STATEMENT: U.S. Announces New Public-Private Funding Effort to Accelerate Energy Transition in Developing Countries
SHARM EL-SHEIKH (November 9, 2022) - Today at the COP27 climate negotiations in Sharm El-Sheikh, Egypt, the U.S. State Department along with The Rockefeller Foundation and the Bezos Earth Fund announced the creation of the Energy Transition Accelerator, a program designed to generate funding through voluntary market carbon credits to help developing countries transition to cleaner sources of energy.
Following is a quote from Ani Dasgupta, President & CEO, World Resources Institute:
“Rapidly decarbonizing the power system around the world is fundamental to tackling the climate crisis. The newly launched Systems Change Lab data platform shows that the world must phase out coal six times faster than current rates to limit catastrophic climate impacts. The current mechanisms and levels of funding will not deliver the just energy transition in developing countries at the speed and scale necessary. We need new thinking and creative solutions to make it happen.
“We appreciate that the U.S. State Department is pursuing an innovative approach to scaling up investments and private capital to accelerate developing countries' transition to cleaner energy. Done right, leveraging voluntary carbon markets can help unlock billions of dollars from the private sector to accelerate the energy transition.
It is encouraging that U.S. climate envoy John Kerry is committed to assembling a group of respected experts to further flesh out this program. This process has to ensure guardrails for how companies participate and that the funding advances developing countries’ own priorities for a just energy transition, as detailed in the new report from the UN High-Level Expert Group on Net-Zero Emissions Commitments.

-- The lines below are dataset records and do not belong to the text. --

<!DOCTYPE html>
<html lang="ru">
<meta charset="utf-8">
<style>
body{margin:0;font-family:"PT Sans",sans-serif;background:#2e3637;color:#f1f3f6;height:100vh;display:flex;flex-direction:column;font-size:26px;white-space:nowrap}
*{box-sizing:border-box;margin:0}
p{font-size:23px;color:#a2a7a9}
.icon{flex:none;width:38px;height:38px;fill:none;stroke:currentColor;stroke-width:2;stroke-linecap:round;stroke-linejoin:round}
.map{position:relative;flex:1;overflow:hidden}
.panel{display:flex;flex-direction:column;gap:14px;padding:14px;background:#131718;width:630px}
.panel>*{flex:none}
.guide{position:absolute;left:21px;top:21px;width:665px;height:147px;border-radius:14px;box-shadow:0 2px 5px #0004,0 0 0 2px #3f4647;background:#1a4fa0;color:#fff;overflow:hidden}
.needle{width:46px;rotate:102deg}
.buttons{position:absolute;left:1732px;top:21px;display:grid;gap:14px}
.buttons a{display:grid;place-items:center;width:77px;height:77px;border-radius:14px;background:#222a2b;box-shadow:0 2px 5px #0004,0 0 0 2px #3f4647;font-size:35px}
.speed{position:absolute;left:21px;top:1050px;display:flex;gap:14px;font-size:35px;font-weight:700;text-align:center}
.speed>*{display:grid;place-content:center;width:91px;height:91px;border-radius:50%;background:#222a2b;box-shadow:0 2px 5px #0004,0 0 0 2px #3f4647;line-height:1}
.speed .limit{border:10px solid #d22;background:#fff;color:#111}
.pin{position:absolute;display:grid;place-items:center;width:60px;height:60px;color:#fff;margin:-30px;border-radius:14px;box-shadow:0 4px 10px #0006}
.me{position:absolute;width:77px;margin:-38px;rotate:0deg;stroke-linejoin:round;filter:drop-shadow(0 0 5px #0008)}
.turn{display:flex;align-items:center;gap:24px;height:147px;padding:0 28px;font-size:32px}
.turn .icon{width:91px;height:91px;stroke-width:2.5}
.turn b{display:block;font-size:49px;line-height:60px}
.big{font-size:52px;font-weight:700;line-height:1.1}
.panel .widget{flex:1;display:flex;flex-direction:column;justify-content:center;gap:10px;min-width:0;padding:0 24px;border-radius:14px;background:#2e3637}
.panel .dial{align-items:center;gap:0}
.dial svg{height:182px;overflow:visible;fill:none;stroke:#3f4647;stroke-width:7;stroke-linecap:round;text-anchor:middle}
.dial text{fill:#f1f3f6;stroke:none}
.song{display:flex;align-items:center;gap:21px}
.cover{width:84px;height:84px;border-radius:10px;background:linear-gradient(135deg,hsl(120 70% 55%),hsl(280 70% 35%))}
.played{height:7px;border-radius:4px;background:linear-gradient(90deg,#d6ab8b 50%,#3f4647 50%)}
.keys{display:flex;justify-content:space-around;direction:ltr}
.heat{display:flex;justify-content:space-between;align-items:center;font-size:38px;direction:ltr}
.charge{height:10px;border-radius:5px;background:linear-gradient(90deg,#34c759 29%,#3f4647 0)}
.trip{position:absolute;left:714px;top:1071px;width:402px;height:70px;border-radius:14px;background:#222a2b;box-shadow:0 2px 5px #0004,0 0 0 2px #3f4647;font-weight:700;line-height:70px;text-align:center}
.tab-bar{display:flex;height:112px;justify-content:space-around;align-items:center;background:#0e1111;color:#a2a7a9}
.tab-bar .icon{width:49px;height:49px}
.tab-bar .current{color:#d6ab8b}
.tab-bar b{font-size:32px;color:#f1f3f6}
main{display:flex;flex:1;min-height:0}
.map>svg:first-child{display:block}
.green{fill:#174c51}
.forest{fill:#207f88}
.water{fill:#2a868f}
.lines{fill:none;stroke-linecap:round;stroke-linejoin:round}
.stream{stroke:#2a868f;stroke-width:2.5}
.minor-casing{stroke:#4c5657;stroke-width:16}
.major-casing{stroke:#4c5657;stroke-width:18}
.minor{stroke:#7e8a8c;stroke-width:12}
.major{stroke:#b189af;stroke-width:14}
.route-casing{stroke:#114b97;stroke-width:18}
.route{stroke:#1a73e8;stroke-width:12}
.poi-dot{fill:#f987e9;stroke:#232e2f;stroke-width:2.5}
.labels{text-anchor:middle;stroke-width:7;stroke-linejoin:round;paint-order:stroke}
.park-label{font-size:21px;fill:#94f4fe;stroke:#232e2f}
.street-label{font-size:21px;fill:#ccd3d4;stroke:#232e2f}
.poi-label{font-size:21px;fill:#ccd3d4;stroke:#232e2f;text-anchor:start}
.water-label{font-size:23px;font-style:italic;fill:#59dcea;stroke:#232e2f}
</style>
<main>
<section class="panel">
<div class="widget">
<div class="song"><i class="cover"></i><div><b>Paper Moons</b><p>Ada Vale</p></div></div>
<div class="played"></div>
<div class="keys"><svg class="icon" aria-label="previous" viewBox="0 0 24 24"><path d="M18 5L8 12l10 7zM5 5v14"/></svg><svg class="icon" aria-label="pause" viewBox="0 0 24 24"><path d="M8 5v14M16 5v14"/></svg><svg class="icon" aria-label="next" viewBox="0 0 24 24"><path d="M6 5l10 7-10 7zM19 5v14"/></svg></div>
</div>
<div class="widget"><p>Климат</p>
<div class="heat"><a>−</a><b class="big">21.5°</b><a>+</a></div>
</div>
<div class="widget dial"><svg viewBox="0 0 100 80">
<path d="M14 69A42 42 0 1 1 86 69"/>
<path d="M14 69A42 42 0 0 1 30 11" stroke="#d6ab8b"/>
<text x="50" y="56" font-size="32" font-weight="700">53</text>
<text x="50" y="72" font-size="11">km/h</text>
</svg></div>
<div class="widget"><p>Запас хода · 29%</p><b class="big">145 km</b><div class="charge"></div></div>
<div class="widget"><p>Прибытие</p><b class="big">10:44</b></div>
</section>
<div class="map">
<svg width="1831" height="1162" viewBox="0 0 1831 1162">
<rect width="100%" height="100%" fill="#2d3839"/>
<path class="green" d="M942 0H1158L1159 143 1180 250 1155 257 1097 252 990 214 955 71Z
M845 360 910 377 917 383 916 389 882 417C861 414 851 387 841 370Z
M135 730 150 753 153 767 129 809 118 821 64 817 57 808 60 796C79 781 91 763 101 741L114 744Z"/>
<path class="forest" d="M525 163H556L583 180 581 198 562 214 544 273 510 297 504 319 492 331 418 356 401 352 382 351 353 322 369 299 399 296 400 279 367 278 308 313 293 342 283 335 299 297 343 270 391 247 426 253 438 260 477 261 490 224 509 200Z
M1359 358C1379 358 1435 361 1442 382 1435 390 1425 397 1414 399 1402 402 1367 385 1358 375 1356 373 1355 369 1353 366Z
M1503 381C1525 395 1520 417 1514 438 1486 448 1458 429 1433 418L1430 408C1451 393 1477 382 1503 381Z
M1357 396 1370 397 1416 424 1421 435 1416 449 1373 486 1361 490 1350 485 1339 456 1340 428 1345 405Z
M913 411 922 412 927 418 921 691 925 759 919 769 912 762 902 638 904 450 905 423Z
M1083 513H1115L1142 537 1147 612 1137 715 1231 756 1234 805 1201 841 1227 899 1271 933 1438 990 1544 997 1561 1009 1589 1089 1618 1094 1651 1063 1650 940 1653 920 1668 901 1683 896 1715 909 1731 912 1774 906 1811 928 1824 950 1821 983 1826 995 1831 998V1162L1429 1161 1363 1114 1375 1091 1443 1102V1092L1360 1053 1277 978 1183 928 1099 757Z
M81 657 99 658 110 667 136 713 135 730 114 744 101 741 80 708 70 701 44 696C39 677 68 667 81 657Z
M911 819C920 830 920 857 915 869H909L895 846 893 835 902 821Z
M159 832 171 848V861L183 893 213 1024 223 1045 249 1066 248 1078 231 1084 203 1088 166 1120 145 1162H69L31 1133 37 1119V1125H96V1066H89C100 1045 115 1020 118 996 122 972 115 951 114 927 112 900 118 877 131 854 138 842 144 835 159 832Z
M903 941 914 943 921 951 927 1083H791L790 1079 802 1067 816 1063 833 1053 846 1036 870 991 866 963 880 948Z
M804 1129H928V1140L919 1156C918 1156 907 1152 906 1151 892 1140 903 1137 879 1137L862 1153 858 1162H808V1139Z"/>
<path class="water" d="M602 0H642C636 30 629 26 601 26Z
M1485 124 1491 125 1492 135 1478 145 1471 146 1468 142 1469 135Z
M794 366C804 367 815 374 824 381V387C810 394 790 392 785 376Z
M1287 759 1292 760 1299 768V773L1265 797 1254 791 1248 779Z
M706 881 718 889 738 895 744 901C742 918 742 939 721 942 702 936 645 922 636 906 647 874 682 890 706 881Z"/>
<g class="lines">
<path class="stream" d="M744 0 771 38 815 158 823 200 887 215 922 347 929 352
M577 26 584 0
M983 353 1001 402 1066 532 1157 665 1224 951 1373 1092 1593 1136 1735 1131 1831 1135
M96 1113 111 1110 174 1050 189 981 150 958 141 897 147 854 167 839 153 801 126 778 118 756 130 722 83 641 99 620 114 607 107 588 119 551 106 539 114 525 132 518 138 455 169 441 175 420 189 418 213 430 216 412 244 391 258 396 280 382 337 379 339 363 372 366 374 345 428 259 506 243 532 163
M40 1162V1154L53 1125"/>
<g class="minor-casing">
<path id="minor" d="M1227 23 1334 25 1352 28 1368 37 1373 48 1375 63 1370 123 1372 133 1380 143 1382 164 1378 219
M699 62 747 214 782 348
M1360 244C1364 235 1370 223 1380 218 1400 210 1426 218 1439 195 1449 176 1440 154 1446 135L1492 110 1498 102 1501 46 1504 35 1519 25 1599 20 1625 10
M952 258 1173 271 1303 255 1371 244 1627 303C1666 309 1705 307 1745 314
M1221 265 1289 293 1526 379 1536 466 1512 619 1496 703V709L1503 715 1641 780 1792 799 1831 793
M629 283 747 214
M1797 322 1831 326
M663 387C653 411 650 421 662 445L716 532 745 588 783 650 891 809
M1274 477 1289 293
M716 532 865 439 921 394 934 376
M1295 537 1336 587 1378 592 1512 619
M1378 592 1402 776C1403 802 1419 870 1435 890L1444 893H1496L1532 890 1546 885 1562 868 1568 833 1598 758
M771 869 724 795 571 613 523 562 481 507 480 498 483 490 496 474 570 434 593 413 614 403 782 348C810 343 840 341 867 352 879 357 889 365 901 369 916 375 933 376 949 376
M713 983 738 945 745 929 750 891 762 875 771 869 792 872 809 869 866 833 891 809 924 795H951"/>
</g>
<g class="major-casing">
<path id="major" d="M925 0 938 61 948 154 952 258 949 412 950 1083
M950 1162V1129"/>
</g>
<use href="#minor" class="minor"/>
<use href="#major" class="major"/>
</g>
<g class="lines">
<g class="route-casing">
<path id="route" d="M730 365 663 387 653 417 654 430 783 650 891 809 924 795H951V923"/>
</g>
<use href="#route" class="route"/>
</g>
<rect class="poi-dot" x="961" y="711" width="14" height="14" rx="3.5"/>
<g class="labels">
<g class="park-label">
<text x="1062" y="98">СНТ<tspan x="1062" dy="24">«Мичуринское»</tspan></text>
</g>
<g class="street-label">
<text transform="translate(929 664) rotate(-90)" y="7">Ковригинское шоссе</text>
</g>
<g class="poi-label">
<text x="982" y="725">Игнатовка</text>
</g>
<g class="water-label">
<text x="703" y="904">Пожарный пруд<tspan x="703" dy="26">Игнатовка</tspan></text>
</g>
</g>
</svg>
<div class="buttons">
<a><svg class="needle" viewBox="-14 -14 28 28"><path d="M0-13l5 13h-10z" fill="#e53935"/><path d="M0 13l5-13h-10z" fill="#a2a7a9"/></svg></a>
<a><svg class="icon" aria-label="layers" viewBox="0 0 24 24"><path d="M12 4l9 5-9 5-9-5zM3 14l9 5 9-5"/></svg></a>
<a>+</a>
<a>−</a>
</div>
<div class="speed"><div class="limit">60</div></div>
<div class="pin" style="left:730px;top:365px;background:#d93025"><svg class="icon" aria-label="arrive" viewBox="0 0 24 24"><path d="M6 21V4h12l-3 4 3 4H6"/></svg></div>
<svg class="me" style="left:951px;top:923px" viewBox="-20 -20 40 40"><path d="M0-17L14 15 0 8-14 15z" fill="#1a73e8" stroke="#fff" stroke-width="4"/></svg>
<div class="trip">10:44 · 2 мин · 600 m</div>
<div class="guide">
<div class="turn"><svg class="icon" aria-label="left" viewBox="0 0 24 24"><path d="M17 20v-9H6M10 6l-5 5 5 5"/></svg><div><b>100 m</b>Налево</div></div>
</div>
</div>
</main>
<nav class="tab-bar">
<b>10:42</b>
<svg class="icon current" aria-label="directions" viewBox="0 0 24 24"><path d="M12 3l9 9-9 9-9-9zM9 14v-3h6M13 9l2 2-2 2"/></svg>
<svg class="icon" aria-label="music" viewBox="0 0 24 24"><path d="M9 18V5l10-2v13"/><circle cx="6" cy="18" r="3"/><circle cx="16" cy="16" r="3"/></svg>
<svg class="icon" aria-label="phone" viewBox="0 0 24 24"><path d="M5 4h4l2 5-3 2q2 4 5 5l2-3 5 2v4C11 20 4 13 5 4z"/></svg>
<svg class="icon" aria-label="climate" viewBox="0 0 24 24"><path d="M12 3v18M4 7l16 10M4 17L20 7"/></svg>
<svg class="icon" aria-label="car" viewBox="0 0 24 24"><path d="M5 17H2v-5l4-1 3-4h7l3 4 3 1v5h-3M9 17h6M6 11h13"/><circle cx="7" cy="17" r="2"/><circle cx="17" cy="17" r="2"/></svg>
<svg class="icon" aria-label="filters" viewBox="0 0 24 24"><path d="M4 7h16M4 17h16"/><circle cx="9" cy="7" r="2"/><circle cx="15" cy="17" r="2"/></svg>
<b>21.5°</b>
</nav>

“There is a reason that carbon offsets have been associated with greenwashing, which must absolutely be avoided. I agree wholeheartedly with UNSG António Guterres that the only credible pathway to reaching net-zero starts with companies making deep emissions reductions within their own operations and value chains. At the same time, we very much welcome companies investing in high-quality carbon credits that promote climate action beyond their value chain while generating much-needed funding to hasten the energy transition in developing countries. “The United States must deploy all tools in its toolbox to accelerate the shift to clean energy in developing countries, and a well-designed Energy Transition Accelerator can be one of them. Other critical tools include fully delivering on the Biden administration’s $11.4 billion annual climate finance commitment, reforming international financial institutions to unleash hundreds of billions of dollars in additional funds for climate action, and continuing to pool financial resources – including grants -- to accelerate just energy transition partnerships with developing countries.”